Computers, Materials & Continua DOI:10.32604/cmc.2022.026682 | |
Article |
Fuzzy Multi-criteria Decision Making for Decision Support in Port Capacity Upgrade
Department of Industrial Engineering and Management, National Kaohsiung University of Science and Technology, Taiwan
*Corresponding Author: Tien–Lin Chao. Email: tienlinchao@gmail.com
Received: 02 January 2022; Accepted: 26 April 2022
Abstract: In many port capacity upgrade projects, choosing a supplier of equipment is a complicated decision, project managers must consider many criteria to choose a supplier to ensure the project is completed on time, optimal in terms of benefit and cost. Therefore, selecting the equipment supplier in this project is a multi-criteria decision-making process. The multi-criteria decision-making (MCDM) model is applied in many fields to select the optimal solution, but there are very few studies using the MCDM model to support project managers in evaluating and selecting optimal solutions in port capacity upgrade project. In this research, the authors combine Fuzzy Analytic Network Process model and Weighted Aggregated Sum Product Assessment concepts to develop a decision support system in port capacity upgrade project. The scientific and practical contribution of this study is to successfully propose a decision support model in a fuzzy environment. The results of the study will be a useful guideline to assist decision makers in port capacity upgrading projects in Taiwan as well as in other countries around the world.
Keywords: Fuzzy theory; MCDM model; supplier selection; port capacity upgrading
In Seaport is a port located on the coast with facilities for loading and unloading goods or a place to pick up or take passengers by waterway.
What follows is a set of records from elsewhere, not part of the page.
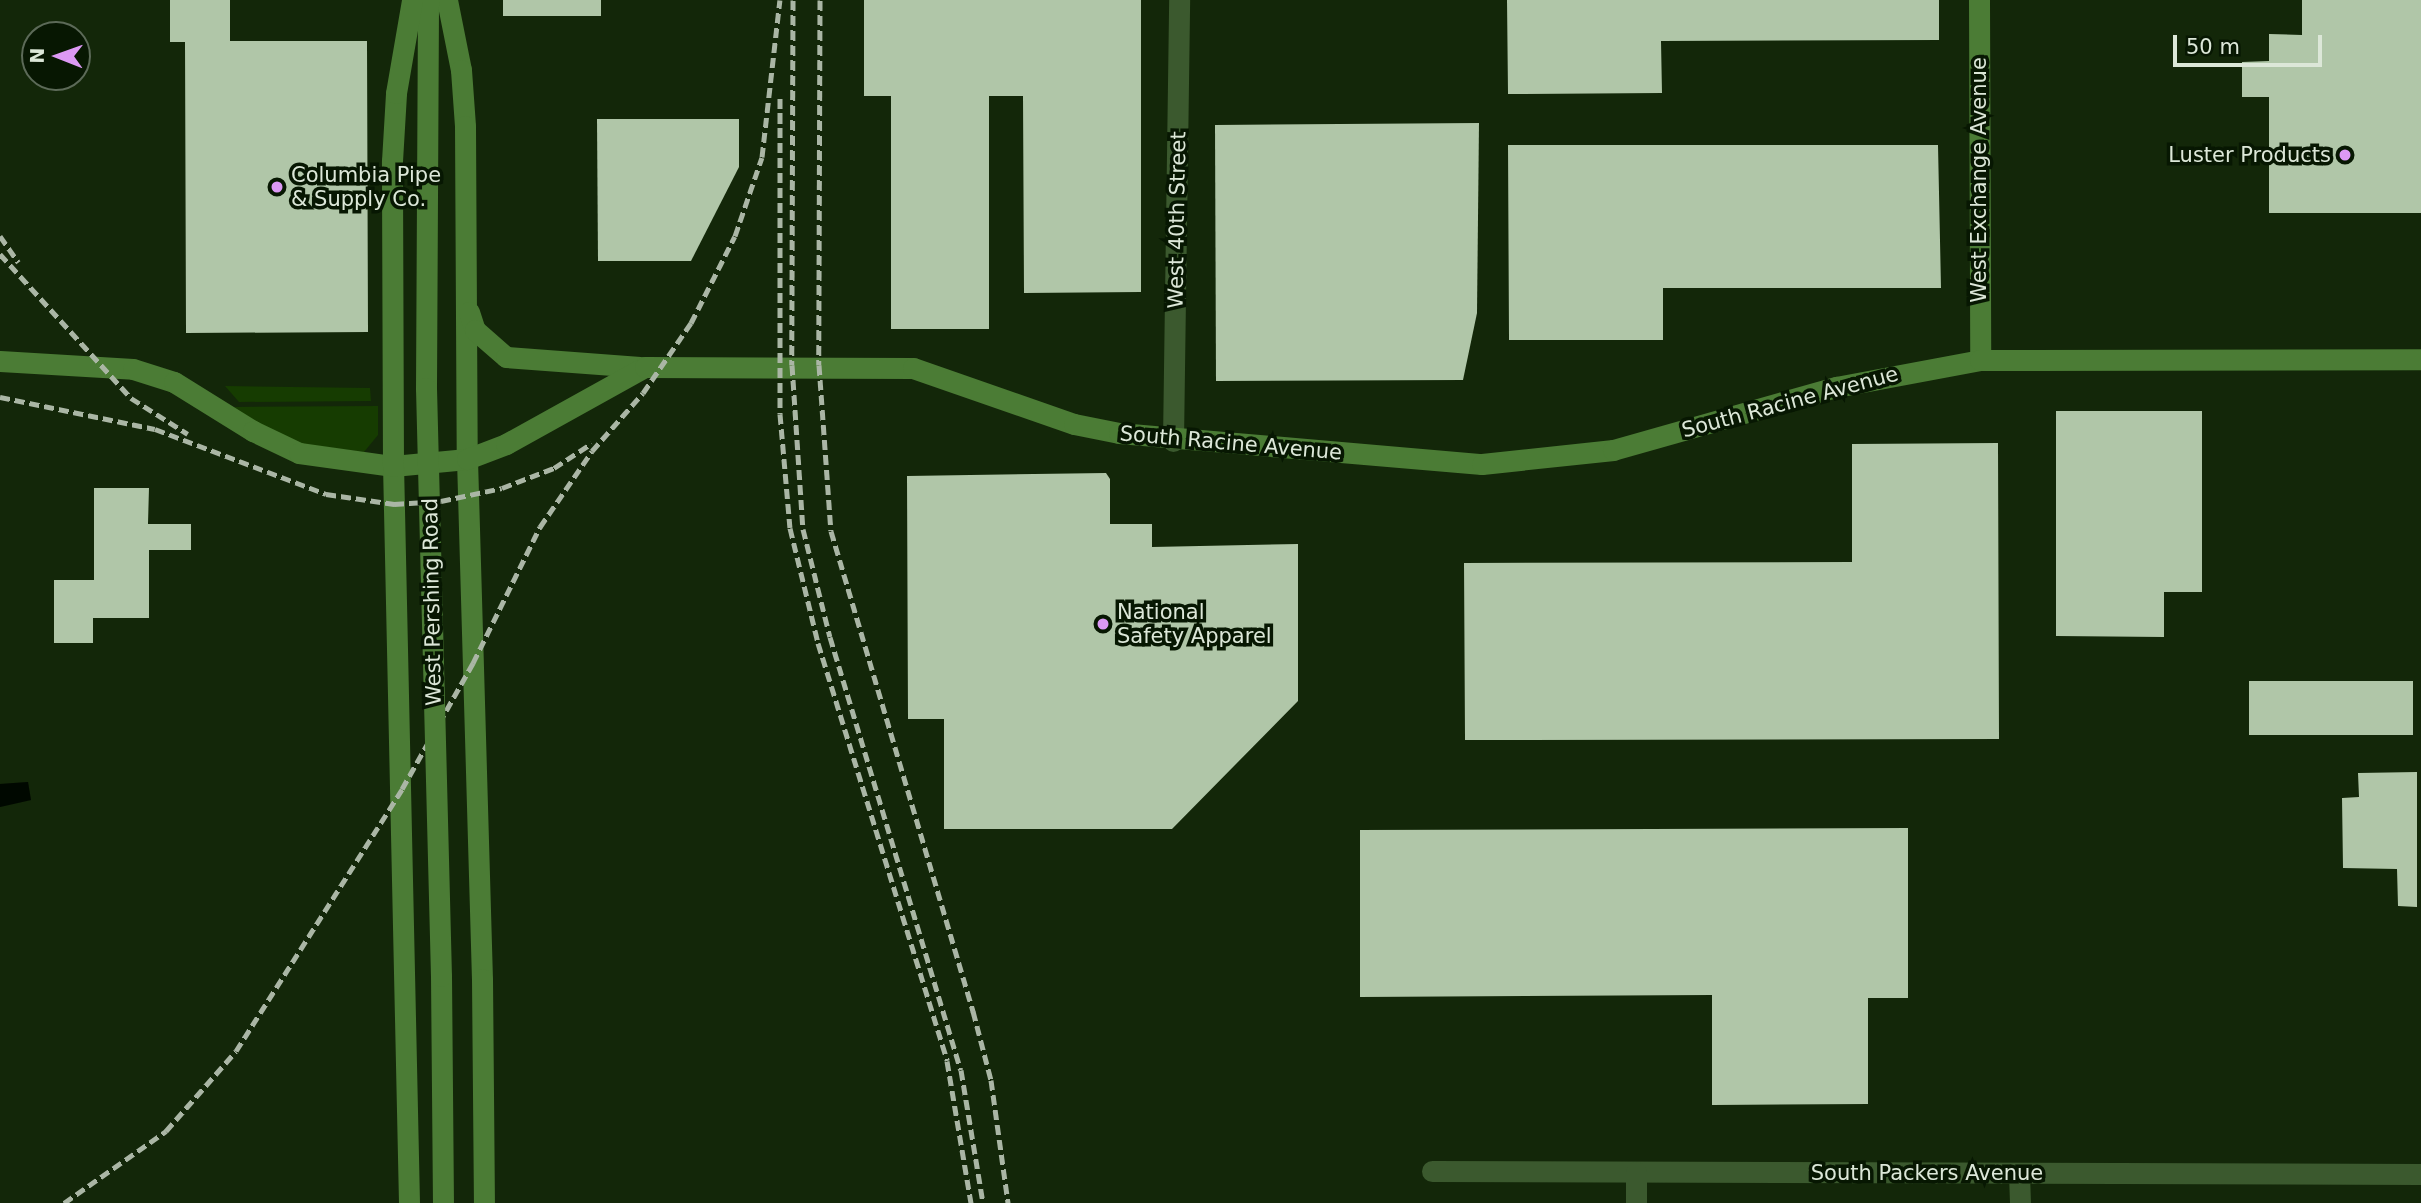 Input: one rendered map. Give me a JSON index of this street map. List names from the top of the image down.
{
  "streets": {
    "main road": ["West Exchange Avenue", "South Racine Avenue", "West Pershing Road"],
    "street": ["West 40th Street", "South Packers Avenue"]
  },
  "crossings": [
    ["West Exchange Avenue", "South Racine Avenue"],
    ["West 40th Street", "South Racine Avenue"]
  ],
  "places": ["Luster Products", "Columbia Pipe & Supply Co.", "National Safety Apparel"],
  "scale_bar": "50 m",
  "north": "left"
}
Seaport is an area including port land and port water area, where infrastructure is built and equipment is installed for ships entering and leaving to operate to load and unload goods, pick up and drop off passengers and carry out other services. A seaport consists of berths in a water area of a certain depth and breadth serving for ships to anchor or dock. Seaports are usually deep-water ports serving large ships with high tonnage. According to the goods served, cargo ports can be divided into many types of specialized ports such as bulk ports, container ports, and fuel ports. Services and procedures at the port include loading and unloading services, wharf and warehouse services for goods storage, transportation services in and out of the port, customs clearance.
In Taiwan, Kaohsiung Port is the largest port in Taiwan, handling an average of 10.26 million units of cargo. The port is located in the South of Taiwan, was established in 1858. Every day, the port receives 77,280 tons of cargo with the operation of 23 wharves, of which 2 bulk carriers receive 19,200 tons of cargo per day and 4,811,520 tons. each year; 26 container terminals with 51,480 TEU per day and 14,743,872 TEU per year; 12 liquid cargo terminals receive 240,000 tons of cargo every day, each year this number is up to 60,144,000 tons. 69 warehouses and transshipment yards provide a capacity of 936,089 tons of goods, 12 outdoor yards with a capacity of 41,012 tons of goods [1].
Taiwan’s government has unveiled plans to invest $1.37 billion over the next five years to upgrade the country’s seven commercial ports to support sustainable growth. With the desire to provide customers with services with increasingly improved quality, Kaohsiung Port (Taiwan) has developed a medium and long-term investment plan in infrastructure, facilities, equipment, markets, and human resources to meet the needs of customers [2].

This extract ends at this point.